Митридат обернулся, мельком глянул на покрасневшее, покрытое капельками пота лицо флейтиста. Прошел на нос триеры.
Весла замерли, повисли в воздухе, совсем низко над водой.
Скрестив руки, Митридат стоял на носу «Галены», над хищным черным тараном. Лицо его было хмурым. Очнувшись от тяжелого сна, он все еще переживал его, обдумывал наяву.

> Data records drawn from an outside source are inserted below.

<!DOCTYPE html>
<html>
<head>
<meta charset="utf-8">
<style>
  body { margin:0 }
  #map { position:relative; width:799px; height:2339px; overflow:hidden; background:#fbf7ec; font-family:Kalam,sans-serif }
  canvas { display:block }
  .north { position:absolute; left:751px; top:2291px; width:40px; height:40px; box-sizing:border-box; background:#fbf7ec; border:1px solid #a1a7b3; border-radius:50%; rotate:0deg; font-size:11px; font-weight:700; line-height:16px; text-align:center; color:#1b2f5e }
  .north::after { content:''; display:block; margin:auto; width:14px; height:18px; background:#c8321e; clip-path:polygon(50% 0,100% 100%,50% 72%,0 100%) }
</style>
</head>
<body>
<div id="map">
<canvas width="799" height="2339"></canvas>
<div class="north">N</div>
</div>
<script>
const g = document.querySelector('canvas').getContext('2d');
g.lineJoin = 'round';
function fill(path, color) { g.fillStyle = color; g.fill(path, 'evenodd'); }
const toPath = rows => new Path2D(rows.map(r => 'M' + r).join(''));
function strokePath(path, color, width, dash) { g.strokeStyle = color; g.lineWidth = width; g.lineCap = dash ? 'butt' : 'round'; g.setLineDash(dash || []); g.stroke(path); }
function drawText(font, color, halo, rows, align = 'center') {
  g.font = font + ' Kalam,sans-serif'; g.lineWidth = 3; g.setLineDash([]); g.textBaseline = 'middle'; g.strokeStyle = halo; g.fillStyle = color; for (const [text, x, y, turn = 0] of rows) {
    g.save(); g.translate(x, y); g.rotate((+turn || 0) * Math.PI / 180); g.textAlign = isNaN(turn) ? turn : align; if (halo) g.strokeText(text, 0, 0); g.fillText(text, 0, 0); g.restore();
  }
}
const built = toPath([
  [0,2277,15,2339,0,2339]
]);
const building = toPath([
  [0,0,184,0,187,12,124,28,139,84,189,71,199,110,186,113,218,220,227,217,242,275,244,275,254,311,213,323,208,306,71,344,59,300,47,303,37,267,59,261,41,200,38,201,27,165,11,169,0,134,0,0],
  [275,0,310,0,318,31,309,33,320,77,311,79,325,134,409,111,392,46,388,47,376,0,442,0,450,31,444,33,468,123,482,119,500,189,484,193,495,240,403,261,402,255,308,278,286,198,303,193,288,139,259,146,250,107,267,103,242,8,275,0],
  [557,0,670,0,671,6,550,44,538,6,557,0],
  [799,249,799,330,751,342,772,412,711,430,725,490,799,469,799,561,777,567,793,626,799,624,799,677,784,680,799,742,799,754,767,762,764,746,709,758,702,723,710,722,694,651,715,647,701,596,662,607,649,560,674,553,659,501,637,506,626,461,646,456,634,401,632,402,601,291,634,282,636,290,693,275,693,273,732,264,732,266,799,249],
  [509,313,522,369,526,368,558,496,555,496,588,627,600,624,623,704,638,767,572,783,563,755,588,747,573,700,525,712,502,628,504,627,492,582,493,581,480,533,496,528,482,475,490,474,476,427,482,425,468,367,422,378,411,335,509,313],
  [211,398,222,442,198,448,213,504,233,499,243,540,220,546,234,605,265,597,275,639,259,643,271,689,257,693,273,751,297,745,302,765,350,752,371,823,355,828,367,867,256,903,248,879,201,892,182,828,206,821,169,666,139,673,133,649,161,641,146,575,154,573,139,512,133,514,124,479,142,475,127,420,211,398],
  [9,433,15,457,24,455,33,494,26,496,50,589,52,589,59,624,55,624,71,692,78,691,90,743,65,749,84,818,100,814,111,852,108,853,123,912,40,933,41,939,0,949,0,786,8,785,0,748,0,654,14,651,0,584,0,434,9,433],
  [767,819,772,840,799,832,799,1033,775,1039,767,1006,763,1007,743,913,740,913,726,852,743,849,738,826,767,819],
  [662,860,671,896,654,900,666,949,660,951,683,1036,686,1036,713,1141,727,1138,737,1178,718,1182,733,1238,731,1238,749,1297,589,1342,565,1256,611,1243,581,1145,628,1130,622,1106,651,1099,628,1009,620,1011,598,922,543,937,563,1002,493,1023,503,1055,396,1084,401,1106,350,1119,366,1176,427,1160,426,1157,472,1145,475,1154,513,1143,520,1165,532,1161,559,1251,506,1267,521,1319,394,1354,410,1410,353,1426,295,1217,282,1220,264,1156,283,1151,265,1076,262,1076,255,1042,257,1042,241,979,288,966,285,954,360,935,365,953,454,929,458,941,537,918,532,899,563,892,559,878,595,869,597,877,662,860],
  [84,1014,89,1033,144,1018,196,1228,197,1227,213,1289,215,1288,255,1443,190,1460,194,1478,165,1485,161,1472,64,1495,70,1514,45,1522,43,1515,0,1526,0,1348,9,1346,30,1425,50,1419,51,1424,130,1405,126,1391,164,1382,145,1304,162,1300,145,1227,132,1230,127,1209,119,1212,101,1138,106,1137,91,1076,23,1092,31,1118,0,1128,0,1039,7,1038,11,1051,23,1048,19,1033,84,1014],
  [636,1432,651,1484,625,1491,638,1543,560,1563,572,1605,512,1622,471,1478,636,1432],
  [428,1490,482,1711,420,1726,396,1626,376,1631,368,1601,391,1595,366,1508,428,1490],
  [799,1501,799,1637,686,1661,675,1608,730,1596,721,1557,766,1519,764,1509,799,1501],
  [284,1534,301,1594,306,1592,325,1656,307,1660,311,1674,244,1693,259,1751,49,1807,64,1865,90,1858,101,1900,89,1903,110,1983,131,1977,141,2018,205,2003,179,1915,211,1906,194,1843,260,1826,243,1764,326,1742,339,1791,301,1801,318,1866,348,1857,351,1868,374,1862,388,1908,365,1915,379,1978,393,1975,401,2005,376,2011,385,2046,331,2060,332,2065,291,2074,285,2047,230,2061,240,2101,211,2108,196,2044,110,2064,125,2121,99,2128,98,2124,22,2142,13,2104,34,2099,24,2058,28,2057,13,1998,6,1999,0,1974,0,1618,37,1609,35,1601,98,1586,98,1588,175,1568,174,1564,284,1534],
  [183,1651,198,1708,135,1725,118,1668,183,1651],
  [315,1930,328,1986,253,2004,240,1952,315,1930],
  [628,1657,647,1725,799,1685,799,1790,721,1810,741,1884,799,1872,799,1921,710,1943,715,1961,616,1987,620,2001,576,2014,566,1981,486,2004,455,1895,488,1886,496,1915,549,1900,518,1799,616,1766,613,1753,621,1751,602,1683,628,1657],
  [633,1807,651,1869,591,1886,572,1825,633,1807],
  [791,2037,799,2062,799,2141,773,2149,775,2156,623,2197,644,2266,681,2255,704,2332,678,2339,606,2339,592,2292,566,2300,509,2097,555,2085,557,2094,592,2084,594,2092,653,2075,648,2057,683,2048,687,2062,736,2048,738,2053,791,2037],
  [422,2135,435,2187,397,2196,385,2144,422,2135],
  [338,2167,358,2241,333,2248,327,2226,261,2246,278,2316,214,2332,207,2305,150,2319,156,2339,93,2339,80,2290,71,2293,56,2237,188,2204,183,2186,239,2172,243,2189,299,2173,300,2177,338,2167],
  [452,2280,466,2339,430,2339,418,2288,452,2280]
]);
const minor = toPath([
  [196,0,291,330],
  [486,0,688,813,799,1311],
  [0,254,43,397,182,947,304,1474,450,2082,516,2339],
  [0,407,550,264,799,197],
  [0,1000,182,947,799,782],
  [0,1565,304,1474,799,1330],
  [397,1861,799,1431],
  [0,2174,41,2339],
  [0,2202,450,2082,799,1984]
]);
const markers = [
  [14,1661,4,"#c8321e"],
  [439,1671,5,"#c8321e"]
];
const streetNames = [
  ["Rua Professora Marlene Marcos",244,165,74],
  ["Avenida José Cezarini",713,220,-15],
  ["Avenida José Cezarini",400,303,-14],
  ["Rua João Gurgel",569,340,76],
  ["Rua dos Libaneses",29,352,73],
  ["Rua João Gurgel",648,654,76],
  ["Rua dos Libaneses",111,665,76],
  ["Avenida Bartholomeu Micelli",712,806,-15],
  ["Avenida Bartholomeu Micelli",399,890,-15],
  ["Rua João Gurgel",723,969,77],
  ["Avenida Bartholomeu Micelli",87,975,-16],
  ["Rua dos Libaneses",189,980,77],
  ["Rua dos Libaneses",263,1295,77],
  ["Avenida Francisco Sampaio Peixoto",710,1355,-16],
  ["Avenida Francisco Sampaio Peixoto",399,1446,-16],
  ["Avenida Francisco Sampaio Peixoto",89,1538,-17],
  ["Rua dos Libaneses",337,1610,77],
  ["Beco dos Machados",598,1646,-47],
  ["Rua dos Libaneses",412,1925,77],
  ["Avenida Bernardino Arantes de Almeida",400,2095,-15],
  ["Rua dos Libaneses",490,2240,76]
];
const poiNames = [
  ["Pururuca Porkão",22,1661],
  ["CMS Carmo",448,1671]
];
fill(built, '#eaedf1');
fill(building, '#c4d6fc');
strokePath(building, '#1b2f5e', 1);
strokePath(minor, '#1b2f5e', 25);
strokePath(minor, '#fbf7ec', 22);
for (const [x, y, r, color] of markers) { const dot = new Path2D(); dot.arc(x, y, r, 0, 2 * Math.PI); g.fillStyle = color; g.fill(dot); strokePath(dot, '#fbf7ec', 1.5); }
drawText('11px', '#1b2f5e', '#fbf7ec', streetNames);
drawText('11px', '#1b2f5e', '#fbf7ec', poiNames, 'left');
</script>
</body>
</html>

Вновь заныла флейта, вновь ударил бубен.
— Хэйя-хэй!
Вновь плеснула под веслами вода.
Не поворачиваясь, Митридат крикнул:
— Пора!
И эхом раздался крик кормщика, одноглазого Садала:
— Убрать парус!
Забегали, зашлепали по доскам палубы босые ноги. Заскрипели канаты.
«Галена», заметно сбавив ход, шла теперь только на веслах.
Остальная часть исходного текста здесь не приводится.